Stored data

-=-=-

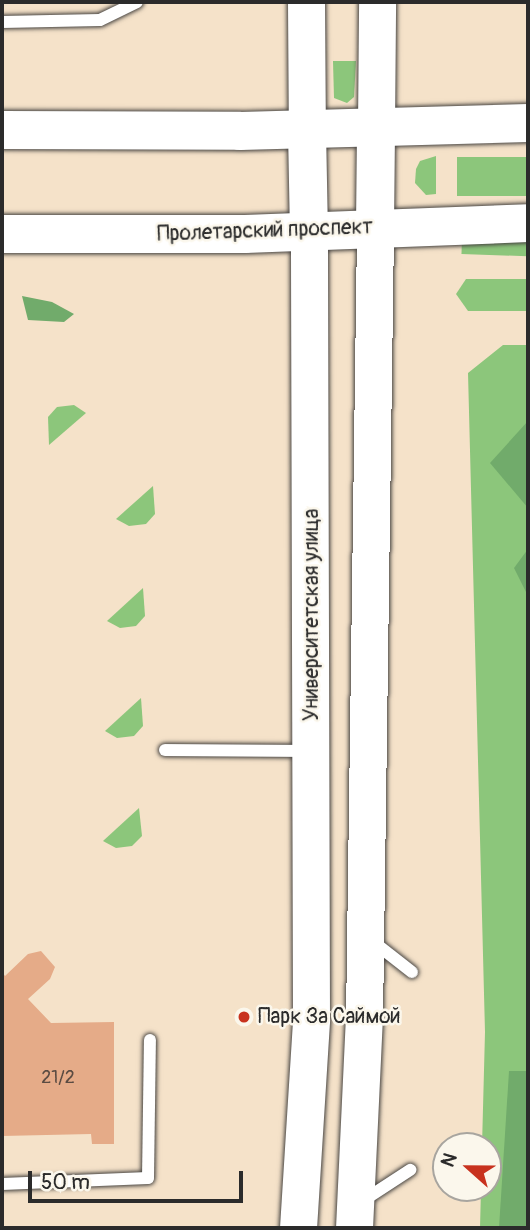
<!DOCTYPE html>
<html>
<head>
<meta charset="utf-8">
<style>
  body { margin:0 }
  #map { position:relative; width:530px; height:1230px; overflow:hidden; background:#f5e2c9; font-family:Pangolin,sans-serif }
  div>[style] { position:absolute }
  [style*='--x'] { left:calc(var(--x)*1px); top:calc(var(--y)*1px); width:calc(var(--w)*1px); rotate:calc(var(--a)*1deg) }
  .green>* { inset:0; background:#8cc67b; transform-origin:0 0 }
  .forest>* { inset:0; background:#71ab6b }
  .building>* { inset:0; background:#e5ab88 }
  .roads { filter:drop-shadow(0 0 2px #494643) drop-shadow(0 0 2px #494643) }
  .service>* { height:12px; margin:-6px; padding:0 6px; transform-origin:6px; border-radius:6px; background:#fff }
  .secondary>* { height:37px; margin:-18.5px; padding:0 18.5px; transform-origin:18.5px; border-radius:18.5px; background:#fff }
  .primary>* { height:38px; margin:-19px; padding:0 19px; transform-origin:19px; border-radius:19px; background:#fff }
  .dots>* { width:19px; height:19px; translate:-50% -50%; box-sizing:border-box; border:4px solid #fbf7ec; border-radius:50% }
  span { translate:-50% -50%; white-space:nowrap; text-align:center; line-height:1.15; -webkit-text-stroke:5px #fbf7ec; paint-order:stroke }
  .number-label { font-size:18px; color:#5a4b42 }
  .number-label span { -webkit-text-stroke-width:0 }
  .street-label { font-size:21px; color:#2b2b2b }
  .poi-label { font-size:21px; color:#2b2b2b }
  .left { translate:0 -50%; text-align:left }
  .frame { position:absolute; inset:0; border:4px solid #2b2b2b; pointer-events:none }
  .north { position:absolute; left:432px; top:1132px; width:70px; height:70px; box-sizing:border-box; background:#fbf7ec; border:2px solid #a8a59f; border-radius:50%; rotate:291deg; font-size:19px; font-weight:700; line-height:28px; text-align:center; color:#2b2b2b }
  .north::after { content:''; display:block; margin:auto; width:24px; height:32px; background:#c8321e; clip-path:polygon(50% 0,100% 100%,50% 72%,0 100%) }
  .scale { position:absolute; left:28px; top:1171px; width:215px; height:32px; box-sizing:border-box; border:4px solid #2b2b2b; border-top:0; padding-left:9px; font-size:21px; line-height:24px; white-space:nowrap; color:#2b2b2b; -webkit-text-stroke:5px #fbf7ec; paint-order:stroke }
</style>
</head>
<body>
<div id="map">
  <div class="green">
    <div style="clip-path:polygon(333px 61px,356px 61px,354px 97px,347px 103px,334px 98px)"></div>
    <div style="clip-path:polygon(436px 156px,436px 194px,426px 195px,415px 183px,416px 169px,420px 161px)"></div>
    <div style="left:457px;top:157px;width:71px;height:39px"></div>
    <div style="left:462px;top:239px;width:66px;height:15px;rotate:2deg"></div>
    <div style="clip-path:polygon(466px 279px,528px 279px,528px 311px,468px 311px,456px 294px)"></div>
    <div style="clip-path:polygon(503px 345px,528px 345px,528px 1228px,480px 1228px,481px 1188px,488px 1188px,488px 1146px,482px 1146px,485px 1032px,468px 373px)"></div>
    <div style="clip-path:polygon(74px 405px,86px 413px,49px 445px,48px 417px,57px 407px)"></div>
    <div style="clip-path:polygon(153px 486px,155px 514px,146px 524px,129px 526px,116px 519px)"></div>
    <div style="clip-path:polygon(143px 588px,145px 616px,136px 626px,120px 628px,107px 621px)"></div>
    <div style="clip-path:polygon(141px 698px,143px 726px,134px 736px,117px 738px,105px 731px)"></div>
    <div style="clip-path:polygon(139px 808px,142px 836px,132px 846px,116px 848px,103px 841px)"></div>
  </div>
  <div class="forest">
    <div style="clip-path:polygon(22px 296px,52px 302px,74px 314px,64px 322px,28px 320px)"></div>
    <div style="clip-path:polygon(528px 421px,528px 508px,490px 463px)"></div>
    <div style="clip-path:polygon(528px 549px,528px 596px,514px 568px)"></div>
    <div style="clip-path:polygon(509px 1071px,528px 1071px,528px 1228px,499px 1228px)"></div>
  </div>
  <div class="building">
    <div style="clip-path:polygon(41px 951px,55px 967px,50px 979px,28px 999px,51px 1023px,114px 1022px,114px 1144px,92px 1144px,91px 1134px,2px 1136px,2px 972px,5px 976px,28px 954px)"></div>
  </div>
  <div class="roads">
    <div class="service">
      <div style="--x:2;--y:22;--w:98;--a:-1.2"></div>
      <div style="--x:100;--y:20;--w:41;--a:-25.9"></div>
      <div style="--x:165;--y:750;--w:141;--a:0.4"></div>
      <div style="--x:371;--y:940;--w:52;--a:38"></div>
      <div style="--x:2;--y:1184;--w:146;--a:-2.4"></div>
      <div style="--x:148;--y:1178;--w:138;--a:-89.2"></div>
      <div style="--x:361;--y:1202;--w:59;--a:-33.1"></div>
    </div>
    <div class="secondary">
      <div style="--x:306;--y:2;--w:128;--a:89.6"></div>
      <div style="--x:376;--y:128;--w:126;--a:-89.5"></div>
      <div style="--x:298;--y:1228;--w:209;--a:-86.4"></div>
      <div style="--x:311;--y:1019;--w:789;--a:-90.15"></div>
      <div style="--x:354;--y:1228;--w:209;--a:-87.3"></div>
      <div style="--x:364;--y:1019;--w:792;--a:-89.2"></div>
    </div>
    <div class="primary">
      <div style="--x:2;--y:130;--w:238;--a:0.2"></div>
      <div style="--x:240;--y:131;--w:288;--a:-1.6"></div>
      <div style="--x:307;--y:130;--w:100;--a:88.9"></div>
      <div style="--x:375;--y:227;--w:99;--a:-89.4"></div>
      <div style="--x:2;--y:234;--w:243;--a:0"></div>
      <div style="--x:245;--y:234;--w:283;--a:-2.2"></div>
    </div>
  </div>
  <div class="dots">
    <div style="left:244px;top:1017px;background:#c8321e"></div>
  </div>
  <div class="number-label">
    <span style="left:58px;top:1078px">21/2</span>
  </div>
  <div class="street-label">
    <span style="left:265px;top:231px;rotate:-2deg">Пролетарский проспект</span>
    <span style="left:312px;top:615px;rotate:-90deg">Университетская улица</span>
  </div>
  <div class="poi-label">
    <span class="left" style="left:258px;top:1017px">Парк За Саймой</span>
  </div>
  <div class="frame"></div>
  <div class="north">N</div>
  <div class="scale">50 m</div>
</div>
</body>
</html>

-=-=-

→ Assigned task:
An exact printout of the entries is wanted, covering the first line through the line holding "position:absolute; left:432px; top:1132px;", with pictures kept out of it.

→ Task response:
<!DOCTYPE html>
<html>
<head>
<meta charset="utf-8">
<style>
  body { margin:0 }
  #map { position:relative; width:530px; height:1230px; overflow:hidden; background:#f5e2c9; font-family:Pangolin,sans-serif }
  div>[style] { position:absolute }
  [style*='--x'] { left:calc(var(--x)*1px); top:calc(var(--y)*1px); width:calc(var(--w)*1px); rotate:calc(var(--a)*1deg) }
  .green>* { inset:0; background:#8cc67b; transform-origin:0 0 }
  .forest>* { inset:0; background:#71ab6b }
  .building>* { inset:0; background:#e5ab88 }
  .roads { filter:drop-shadow(0 0 2px #494643) drop-shadow(0 0 2px #494643) }
  .service>* { height:12px; margin:-6px; padding:0 6px; transform-origin:6px; border-radius:6px; background:#fff }
  .secondary>* { height:37px; margin:-18.5px; padding:0 18.5px; transform-origin:18.5px; border-radius:18.5px; background:#fff }
  .primary>* { height:38px; margin:-19px; padding:0 19px; transform-origin:19px; border-radius:19px; background:#fff }
  .dots>* { width:19px; height:19px; translate:-50% -50%; box-sizing:border-box; border:4px solid #fbf7ec; border-radius:50% }
  span { translate:-50% -50%; white-space:nowrap; text-align:center; line-height:1.15; -webkit-text-stroke:5px #fbf7ec; paint-order:stroke }
  .number-label { font-size:18px; color:#5a4b42 }
  .number-label span { -webkit-text-stroke-width:0 }
  .street-label { font-size:21px; color:#2b2b2b }
  .poi-label { font-size:21px; color:#2b2b2b }
  .left { translate:0 -50%; text-align:left }
  .frame { position:absolute; inset:0; border:4px solid #2b2b2b; pointer-events:none }
  .north { position:absolute; left:432px; top:1132px; width:70px; height:70px; box-sizing:border-box; background:#fbf7ec; border:2px solid #a8a59f; border-radius:50%; rotate:291deg; font-size:19px; font-weight:700; line-height:28px; text-align:center; color:#2b2b2b }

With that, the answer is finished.